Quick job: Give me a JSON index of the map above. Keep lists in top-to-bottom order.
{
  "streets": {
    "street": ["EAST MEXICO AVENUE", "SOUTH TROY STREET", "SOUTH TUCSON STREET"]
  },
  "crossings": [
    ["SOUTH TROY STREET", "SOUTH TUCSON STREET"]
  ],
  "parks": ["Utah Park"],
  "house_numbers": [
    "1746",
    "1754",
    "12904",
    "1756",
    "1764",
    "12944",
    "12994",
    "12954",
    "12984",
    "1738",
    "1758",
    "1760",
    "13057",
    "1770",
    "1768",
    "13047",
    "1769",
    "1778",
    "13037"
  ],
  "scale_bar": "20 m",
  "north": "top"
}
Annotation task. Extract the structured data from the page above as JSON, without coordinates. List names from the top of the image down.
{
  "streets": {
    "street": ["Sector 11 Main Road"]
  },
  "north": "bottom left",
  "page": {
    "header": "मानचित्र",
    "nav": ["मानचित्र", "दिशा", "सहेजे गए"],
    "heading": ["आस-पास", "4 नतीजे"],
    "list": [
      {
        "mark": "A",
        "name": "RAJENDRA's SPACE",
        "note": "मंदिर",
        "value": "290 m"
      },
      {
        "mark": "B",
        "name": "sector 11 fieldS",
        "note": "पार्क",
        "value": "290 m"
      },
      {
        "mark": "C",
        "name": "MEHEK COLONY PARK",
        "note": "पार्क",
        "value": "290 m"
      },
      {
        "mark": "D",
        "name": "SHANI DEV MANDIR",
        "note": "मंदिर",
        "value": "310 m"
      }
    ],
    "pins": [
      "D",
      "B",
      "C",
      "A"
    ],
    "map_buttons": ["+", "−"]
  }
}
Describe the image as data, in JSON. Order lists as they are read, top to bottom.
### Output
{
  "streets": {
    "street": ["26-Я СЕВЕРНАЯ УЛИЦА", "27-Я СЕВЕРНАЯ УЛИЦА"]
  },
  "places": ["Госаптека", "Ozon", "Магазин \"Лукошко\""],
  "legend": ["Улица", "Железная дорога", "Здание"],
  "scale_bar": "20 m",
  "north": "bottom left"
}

» To do:
Please set down the material above once more, word for word.

» Exercise output:
Quick job: Give me a JSON index of the map above. Keep lists in top-to-bottom order.
{
  "streets": {
    "street": ["EAST MEXICO AVENUE", "SOUTH TROY STREET", "SOUTH TUCSON STREET"]
  },
  "crossings": [
    ["SOUTH TROY STREET", "SOUTH TUCSON STREET"]
  ],
  "parks": ["Utah Park"],
  "house_numbers": [
    "1746",
    "1754",
    "12904",
    "1756",
    "1764",
    "12944",
    "12994",
    "12954",
    "12984",
    "1738",
    "1758",
    "1760",
    "13057",
    "1770",
    "1768",
    "13047",
    "1769",
    "1778",
    "13037"
  ],
  "scale_bar": "20 m",
  "north": "top"
}
Annotation task. Extract the structured data from the page above as JSON, without coordinates. List names from the top of the image down.
{
  "streets": {
    "street": ["Sector 11 Main Road"]
  },
  "north": "bottom left",
  "page": {
    "header": "मानचित्र",
    "nav": ["मानचित्र", "दिशा", "सहेजे गए"],
    "heading": ["आस-पास", "4 नतीजे"],
    "list": [
      {
        "mark": "A",
        "name": "RAJENDRA's SPACE",
        "note": "मंदिर",
        "value": "290 m"
      },
      {
        "mark": "B",
        "name": "sector 11 fieldS",
        "note": "पार्क",
        "value": "290 m"
      },
      {
        "mark": "C",
        "name": "MEHEK COLONY PARK",
        "note": "पार्क",
        "value": "290 m"
      },
      {
        "mark": "D",
        "name": "SHANI DEV MANDIR",
        "note": "मंदिर",
        "value": "310 m"
      }
    ],
    "pins": [
      "D",
      "B",
      "C",
      "A"
    ],
    "map_buttons": ["+", "−"]
  }
}
Describe the image as data, in JSON. Order lists as they are read, top to bottom.
### Output
{
  "streets": {
    "street": ["26-Я СЕВЕРНАЯ УЛИЦА", "27-Я СЕВЕРНАЯ УЛИЦА"]
  },
  "places": ["Госаптека", "Ozon", "Магазин \"Лукошко\""],
  "legend": ["Улица", "Железная дорога", "Здание"],
  "scale_bar": "20 m",
  "north": "bottom left"
}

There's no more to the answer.